No escurinho do cinema

Queridão e eu costumamos ter um certo azar quando vamos ao cinema. É como se nos assentos ao nosso redor houvesse luminosos piscantes dizendo: "Se você é uma mala sem alça, sente aqui."´Parece praga, mas sempre nos sentamos perto de gente que fala alto, mastiga de boca aberta, ou atrás de gente cabeçuda ou muito alta. Considerei até adotar a estratégia Grace (de "Will and Grace", alguém lembra?) de colar chiclete a cadeira da frente para espantar os cabeções. Certa vez, durante uma sessão de "Vicky Cristina Barcelona", duas tias riam histericamente a cada cinco segundos atrás da gente. Devem ter lido na vejinha que o Woody Allen é um mestre da comédia e decidiram que deveriam achar graça em TUDO e rir bem alto para o cinema inteiro perceber que elas entendiam as piadas.

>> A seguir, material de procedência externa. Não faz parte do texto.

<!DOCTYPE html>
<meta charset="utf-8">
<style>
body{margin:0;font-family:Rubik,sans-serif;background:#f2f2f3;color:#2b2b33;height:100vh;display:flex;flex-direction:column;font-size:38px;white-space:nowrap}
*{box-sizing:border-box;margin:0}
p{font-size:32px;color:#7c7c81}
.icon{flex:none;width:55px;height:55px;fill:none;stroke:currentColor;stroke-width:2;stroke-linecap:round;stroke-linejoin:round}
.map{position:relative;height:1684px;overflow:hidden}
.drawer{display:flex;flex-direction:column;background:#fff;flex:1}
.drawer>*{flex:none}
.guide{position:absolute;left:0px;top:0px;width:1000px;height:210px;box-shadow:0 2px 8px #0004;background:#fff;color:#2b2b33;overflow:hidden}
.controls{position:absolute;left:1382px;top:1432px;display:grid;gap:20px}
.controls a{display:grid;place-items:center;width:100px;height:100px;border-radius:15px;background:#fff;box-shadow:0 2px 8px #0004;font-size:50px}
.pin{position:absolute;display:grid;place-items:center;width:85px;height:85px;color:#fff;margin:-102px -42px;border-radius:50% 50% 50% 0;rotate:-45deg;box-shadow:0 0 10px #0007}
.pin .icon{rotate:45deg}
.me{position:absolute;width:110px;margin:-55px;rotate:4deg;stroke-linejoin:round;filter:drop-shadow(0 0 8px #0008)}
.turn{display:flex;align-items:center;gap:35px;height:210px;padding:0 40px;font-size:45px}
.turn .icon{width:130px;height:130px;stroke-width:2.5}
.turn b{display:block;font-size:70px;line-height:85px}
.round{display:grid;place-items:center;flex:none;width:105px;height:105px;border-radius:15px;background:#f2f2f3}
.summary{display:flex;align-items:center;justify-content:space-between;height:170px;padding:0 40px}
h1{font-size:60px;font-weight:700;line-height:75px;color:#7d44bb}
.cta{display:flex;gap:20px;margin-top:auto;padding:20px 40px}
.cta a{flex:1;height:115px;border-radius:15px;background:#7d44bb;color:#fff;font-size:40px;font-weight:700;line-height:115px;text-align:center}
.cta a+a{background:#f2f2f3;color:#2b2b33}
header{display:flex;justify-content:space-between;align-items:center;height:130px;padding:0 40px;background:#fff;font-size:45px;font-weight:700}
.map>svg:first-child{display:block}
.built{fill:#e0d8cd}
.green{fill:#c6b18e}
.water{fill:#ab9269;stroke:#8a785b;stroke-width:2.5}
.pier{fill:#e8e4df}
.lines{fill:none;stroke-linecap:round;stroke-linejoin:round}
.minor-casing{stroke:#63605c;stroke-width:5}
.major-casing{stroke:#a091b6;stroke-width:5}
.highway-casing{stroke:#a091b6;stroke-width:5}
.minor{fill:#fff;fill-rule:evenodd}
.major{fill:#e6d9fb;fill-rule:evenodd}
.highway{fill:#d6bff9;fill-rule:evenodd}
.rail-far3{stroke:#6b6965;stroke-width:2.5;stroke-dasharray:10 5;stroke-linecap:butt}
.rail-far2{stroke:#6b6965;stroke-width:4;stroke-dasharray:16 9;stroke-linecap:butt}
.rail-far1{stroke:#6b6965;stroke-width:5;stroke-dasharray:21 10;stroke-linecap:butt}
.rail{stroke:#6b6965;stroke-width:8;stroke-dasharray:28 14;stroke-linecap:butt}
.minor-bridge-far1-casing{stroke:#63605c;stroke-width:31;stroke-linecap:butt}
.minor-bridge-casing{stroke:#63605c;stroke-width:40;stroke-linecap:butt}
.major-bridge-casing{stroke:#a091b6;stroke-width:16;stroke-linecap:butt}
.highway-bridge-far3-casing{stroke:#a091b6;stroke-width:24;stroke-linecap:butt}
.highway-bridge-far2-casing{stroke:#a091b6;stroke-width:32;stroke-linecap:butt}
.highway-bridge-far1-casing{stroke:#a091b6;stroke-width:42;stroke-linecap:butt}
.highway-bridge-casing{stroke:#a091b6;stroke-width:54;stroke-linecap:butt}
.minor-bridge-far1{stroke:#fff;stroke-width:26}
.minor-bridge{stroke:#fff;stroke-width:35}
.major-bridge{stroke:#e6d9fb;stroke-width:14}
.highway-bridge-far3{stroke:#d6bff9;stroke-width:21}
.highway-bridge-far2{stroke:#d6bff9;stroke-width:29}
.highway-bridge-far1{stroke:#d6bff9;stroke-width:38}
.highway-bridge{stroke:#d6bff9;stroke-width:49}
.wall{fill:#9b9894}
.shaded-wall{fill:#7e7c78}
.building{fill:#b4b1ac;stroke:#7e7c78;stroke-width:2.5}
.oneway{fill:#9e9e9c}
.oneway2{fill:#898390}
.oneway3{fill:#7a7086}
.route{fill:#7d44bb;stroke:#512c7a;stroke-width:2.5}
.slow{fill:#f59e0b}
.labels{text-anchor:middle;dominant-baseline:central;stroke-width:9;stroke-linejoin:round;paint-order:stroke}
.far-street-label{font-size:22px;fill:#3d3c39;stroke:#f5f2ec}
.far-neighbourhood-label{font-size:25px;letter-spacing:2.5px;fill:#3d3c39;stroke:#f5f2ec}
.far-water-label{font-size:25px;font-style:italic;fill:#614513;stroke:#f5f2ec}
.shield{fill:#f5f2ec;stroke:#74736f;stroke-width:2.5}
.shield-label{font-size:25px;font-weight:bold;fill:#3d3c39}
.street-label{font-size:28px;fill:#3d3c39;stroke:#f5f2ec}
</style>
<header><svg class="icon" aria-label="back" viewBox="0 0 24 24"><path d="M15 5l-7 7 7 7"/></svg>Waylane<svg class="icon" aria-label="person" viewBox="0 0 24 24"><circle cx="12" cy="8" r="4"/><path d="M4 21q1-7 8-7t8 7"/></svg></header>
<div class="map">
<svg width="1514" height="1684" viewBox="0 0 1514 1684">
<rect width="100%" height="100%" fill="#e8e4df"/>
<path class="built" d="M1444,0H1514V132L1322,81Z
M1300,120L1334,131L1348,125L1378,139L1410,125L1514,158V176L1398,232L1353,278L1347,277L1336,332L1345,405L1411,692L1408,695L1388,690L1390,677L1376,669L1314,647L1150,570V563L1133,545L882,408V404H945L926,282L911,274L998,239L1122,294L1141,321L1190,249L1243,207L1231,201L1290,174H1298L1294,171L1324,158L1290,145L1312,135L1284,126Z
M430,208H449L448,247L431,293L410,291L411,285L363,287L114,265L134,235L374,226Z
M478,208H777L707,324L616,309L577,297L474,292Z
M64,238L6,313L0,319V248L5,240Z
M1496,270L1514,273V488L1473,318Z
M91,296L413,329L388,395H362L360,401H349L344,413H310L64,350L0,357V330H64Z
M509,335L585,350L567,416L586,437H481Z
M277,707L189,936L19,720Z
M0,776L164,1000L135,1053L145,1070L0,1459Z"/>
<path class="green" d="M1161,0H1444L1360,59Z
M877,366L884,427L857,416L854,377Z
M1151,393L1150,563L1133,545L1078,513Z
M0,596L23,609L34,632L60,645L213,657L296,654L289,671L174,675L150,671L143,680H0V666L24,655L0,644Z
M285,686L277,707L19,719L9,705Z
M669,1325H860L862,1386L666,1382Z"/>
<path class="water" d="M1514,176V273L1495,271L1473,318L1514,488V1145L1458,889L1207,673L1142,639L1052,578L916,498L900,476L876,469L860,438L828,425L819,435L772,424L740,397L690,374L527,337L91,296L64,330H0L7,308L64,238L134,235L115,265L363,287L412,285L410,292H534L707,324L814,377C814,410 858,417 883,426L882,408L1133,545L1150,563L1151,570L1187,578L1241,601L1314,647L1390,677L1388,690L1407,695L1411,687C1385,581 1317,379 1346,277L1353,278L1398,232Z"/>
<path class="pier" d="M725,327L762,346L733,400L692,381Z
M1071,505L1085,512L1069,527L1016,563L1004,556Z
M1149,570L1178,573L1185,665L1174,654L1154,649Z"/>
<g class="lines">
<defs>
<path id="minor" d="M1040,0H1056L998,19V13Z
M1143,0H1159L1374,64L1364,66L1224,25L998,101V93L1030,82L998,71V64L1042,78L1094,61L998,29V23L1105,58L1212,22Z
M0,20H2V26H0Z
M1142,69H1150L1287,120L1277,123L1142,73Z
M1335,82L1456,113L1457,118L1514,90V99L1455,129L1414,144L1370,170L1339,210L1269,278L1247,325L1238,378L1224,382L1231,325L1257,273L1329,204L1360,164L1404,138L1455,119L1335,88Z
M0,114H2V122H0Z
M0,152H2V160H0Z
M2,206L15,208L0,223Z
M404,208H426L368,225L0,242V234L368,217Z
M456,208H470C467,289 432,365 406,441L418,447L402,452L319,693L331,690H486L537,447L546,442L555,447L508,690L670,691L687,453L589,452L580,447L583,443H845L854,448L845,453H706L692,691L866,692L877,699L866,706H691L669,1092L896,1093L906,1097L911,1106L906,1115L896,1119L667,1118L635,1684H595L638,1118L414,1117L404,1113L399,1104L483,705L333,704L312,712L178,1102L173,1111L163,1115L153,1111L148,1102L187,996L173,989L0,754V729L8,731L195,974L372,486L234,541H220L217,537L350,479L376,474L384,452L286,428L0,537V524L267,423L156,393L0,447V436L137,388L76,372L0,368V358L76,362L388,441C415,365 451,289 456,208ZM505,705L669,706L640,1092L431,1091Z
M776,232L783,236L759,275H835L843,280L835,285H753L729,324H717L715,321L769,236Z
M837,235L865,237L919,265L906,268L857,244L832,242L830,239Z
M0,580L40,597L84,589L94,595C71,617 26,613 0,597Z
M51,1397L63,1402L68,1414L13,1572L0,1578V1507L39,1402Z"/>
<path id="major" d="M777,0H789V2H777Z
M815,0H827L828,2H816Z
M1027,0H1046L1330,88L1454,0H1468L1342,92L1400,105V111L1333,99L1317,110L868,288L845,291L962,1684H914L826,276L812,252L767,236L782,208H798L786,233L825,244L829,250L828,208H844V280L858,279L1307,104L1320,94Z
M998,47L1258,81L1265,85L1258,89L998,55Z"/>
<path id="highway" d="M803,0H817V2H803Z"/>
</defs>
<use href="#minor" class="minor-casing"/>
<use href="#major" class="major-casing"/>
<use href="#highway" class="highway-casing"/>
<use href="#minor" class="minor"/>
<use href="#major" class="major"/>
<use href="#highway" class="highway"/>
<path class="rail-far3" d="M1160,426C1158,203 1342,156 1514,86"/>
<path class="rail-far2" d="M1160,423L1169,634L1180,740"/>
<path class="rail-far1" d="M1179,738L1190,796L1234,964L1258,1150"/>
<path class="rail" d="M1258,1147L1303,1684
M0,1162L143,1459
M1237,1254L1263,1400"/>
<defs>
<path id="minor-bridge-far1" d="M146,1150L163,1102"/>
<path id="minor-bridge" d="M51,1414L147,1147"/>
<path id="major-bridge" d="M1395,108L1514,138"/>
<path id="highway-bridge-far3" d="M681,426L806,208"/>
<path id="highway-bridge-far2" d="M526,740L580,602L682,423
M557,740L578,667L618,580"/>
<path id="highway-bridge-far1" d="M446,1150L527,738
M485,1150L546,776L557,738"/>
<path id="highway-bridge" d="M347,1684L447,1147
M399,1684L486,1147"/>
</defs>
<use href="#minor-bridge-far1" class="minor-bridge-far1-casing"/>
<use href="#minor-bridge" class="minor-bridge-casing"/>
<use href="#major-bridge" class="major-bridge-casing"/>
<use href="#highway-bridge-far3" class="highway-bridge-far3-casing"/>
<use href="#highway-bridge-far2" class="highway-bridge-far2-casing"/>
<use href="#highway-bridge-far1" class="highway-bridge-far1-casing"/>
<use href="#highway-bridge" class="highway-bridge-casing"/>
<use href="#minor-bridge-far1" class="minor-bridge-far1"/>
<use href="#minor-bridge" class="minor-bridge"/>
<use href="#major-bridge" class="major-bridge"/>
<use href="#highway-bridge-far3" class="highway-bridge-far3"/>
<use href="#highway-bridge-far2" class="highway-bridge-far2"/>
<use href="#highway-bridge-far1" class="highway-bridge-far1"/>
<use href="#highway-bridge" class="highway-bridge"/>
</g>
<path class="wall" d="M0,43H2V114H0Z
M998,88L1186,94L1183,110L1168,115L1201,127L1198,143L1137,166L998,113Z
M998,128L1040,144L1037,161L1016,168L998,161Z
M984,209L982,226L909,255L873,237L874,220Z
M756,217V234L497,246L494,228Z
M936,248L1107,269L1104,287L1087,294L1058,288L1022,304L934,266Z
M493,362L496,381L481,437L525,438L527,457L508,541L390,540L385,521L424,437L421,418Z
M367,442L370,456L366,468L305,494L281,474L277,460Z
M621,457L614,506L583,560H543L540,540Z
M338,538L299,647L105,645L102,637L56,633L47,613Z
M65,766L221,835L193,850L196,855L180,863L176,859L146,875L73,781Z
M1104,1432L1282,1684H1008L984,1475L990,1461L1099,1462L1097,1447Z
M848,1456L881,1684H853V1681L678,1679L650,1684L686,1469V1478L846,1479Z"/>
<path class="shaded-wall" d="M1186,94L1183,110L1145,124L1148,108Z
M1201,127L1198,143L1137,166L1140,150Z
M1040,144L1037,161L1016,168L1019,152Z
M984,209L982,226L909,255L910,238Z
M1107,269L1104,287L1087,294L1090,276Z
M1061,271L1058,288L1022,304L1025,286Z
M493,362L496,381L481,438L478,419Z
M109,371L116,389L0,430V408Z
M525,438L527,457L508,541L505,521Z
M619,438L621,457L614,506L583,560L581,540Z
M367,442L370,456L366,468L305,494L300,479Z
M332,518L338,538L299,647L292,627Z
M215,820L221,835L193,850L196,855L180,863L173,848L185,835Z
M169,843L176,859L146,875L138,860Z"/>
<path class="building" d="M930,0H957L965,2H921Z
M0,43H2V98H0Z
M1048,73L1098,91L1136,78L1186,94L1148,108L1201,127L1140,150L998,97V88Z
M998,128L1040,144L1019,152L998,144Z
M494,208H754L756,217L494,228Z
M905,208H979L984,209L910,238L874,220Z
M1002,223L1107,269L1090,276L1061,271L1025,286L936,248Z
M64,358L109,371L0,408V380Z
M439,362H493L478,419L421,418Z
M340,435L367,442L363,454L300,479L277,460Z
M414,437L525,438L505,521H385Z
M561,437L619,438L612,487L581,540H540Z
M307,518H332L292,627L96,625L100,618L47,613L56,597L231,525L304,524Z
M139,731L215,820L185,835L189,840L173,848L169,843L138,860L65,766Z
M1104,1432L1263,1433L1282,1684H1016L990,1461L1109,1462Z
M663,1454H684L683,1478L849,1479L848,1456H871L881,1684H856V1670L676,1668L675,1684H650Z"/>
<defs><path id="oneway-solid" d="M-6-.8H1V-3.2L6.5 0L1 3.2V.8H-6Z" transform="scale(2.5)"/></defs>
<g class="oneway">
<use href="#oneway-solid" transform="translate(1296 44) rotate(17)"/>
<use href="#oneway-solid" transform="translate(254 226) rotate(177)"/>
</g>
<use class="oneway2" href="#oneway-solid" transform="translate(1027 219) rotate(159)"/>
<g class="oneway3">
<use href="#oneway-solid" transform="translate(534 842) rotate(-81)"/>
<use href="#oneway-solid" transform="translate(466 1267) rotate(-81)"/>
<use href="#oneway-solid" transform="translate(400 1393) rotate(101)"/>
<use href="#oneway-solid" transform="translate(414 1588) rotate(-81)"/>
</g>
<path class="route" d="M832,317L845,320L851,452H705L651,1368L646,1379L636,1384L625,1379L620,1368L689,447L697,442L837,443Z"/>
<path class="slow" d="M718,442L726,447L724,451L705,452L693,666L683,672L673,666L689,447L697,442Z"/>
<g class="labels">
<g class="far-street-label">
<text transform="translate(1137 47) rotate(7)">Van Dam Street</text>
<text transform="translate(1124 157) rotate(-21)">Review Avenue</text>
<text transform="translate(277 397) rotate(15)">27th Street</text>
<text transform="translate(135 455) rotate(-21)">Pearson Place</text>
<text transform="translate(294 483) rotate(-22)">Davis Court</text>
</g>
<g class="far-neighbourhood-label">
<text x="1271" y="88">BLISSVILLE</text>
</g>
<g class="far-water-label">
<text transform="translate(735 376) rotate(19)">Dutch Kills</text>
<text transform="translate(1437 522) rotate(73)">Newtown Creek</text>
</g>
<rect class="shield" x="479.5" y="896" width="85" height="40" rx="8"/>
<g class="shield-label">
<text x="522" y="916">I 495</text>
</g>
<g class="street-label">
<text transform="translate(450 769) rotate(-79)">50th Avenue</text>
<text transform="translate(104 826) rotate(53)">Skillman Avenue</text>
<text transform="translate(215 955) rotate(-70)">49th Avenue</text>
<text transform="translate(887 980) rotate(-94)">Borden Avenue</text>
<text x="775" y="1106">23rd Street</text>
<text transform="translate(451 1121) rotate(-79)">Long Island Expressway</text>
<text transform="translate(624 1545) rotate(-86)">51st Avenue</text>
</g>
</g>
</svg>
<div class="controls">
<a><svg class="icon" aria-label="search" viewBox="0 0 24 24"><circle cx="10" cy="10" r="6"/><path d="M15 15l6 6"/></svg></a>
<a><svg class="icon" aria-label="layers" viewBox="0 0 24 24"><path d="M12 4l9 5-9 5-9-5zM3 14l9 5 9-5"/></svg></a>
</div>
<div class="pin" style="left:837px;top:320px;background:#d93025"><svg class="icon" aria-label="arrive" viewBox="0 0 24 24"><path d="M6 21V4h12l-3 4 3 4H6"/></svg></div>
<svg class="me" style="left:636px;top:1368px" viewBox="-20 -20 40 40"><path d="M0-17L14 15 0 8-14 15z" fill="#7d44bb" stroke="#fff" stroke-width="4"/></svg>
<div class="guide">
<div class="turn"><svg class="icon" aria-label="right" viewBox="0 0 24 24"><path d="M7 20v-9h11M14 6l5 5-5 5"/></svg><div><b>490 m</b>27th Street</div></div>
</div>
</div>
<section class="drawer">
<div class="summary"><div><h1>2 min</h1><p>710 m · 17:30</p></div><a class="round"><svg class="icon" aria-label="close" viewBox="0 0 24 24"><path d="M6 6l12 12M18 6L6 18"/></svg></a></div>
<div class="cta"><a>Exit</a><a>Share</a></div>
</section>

Sábado, sessão das nove de um filme alemão em um cinema de shopping, o que significa sala vazia. Como sempre faço nesses casos, acomodei minha bolsa e meu cachecol na cadeira ao meu lado. Repito: a sala estava vazia.
Mas lá estavam os luminosos piscantes bem no assento em questão. Diante de dezenas de lugares disponíveis (em fileiras até melhores que aquela), um velho resolve se acomodar com sua mulher bem naquele onde estavam meus pertences. Retiro os objetos, peço para Queridão colocá-los no assento ao lado dele e faço uma cara feia para o velho. Ele faz, claro, o "nem-te-vi."
O filme começa. Na primeira cena vemos um homem de cerca de 40 anos com uma mochila entrando em uma escola. O velho automaticamente vira para a mulher e diz: "Olha, é o professor."
Ai meu deos, um chato explicador. Jura que ele é professor, meu filho? É um filme de escola. Tem a foto do professor no pôster. Precisa explicar mesmo para a coitada da mulher? Não me aguento e olho feio pra ele mais uma vez. O filme segue. O tal professor encontra um colega no bebedouro e ao fim do diálogo o colega diz: "Alea jacta est." Claro que o velho não ia perder a oportunidade de esclarecer para sua pobre e burra esposa. Ri, satisfeito e diz: "A sorte está lançada." Olho feio pra ele pela terceira vez. Imagina se o cidadão resolve explicar o filme inteiro. Fiquei em pânico, confesso. Quero morrer com gente conversando no cinema. Pior ainda se for ao meu lado. Pior ainda se a pessoa ficar explicando o filme como se seu acompanhante fosse retardado.
Eu estava com sorte naquela noite, pois o velho deve ter, finalmente, entendido minha cara feia. Não deu um pio o resto do filme. Se bem que a família palmeirense atrás de Queridão parece ter discutido o jogo que tinha encerrado há pouco durante as duas horas. Não adianta. É nossa sina.